Paycheck Protection Program Loan
On May 1, 2020, the Company received loan proceeds in the amount of $1,310,000 under the Paycheck Protection Program (“PPP”), from Coastal States Bank in Atlanta, Georgia. The PPP, established as part of the Coronavirus Aid, Relief and Economic Security Act, (“CARES Act”), provided for loans to qualifying businesses for amounts up to 2.5 times of the average monthly payroll expenses of the qualifying business. The loans and accrued interest were forgivable after eight or 24 weeks as long as the Company used the loan proceeds for eligible purposes, including payroll, benefits, rent and utilities, and maintains payroll levels. The amount of loan forgiveness was reduced if the Company terminated employees or reduced salaries during the applicable period.

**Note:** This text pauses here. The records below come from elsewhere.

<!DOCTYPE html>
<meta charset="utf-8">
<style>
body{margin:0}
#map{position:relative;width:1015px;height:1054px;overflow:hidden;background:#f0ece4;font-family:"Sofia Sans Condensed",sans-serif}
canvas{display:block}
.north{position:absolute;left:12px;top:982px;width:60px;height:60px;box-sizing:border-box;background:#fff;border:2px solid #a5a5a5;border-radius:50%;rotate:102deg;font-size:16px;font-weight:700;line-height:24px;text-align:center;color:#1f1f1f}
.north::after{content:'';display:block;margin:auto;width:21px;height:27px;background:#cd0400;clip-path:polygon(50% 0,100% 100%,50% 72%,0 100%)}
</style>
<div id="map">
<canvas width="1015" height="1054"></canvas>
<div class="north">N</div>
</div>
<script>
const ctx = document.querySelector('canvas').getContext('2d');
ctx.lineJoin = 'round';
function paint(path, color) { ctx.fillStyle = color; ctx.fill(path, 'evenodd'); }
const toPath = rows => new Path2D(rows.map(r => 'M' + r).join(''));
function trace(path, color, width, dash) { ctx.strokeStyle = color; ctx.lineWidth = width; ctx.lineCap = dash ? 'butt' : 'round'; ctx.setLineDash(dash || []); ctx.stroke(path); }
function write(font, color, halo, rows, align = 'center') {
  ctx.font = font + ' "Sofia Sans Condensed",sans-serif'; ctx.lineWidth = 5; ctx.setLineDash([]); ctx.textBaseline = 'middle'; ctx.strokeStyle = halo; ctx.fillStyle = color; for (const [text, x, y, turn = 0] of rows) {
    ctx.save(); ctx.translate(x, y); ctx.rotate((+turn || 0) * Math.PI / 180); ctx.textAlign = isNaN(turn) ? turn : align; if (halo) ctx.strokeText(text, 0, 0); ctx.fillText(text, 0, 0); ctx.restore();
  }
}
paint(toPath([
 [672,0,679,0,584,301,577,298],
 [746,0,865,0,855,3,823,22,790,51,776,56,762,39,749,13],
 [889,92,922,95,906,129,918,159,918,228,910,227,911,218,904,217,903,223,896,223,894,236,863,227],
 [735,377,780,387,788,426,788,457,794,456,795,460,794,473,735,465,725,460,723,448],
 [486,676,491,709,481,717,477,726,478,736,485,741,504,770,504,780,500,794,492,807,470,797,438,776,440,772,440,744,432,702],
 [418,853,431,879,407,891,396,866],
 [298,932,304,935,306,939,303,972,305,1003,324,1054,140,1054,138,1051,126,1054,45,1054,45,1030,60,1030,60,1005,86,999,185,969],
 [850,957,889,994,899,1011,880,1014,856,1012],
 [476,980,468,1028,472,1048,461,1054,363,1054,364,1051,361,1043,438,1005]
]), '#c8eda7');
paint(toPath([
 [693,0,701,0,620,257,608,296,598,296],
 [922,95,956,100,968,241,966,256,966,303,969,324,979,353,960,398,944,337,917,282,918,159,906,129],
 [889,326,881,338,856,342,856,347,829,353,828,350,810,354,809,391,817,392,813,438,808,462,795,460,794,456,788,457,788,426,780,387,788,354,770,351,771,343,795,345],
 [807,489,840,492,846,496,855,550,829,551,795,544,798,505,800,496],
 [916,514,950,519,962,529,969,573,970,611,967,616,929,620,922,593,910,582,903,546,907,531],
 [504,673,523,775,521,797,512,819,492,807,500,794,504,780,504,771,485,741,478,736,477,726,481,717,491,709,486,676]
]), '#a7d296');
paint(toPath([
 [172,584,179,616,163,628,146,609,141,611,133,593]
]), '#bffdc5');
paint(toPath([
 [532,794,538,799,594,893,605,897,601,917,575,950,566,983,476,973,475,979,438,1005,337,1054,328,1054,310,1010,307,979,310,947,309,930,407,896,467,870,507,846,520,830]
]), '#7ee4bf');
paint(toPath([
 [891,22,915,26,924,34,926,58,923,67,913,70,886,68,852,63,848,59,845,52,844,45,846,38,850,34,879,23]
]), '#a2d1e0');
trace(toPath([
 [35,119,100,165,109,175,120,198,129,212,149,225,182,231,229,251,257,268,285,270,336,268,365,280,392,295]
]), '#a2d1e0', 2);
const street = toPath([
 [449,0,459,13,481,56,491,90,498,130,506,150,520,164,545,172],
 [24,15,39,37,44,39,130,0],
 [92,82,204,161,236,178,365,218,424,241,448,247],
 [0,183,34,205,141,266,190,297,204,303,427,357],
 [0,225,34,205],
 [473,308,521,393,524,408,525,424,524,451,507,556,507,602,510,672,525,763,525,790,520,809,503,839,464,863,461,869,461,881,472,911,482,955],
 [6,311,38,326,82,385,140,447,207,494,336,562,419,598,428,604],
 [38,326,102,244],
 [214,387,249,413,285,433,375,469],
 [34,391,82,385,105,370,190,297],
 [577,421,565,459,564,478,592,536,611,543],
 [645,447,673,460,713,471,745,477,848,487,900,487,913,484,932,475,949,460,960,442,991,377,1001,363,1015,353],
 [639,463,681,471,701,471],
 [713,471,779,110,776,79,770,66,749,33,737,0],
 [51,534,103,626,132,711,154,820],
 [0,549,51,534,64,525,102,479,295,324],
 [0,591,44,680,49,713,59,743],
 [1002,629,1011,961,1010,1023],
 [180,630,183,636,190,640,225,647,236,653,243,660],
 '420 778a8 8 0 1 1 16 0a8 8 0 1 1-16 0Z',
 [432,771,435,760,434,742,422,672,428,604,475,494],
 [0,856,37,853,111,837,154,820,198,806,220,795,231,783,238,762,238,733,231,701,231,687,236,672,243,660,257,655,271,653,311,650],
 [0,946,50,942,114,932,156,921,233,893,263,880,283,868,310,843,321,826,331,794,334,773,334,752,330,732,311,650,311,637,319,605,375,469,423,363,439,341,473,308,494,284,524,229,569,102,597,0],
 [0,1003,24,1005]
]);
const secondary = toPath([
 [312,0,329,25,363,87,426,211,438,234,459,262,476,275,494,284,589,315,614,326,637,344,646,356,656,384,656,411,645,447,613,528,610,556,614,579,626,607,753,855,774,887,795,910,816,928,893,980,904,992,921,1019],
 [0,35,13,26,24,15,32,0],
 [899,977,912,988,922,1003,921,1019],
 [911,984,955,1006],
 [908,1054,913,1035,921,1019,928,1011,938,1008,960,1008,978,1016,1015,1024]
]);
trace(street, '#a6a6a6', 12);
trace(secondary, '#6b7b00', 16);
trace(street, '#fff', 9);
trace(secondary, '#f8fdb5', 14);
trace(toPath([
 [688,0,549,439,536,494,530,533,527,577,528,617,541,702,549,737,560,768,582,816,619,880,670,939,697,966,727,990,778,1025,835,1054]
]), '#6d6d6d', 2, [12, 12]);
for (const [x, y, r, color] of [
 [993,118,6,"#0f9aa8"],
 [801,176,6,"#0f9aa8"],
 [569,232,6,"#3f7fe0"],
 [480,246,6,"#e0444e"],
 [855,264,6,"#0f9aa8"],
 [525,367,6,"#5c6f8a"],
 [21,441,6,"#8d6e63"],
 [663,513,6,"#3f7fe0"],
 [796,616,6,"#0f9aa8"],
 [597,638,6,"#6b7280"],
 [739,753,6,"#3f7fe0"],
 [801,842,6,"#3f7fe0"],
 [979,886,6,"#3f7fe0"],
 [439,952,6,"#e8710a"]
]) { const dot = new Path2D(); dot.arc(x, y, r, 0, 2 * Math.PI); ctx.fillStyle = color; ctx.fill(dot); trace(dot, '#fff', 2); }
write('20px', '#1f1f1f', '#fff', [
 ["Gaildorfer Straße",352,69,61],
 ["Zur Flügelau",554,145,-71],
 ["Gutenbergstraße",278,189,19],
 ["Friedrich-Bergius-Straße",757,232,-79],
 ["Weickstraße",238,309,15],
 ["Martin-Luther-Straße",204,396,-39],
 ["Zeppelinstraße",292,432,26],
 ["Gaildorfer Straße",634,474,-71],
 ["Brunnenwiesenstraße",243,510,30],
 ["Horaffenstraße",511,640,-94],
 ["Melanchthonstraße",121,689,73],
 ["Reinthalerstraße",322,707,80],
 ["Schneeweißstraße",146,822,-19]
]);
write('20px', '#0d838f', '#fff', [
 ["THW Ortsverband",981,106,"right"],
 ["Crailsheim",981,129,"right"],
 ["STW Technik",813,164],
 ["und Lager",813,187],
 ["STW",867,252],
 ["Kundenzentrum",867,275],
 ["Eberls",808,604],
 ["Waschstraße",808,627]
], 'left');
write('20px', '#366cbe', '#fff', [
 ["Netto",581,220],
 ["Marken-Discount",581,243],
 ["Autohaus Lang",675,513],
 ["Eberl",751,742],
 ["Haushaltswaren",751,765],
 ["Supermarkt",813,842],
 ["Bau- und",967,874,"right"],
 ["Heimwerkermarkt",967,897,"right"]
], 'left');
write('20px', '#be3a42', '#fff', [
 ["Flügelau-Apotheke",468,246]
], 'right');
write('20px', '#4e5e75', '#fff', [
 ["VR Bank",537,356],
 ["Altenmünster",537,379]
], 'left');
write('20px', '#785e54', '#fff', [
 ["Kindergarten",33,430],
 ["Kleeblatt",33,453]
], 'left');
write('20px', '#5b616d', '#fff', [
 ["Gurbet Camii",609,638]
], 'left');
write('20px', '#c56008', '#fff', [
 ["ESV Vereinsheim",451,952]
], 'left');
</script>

The unsecured loan, which was in the form of a note dated April 29, 2020, matured on April 29, 2022 and bore interest at a rate of 1% per annum, payable monthly commencing on May 1, 2021. The note allowed for prepayment at any time prior to maturity with no prepayment penalties. The Company used the loan amount for eligible purposes, such as payroll expenses. The Company met the conditions for $723,000 in forgiveness of the loan. At March 31, 2023 and 2022 the loan balance amounted to $0 and $120,000, respectively.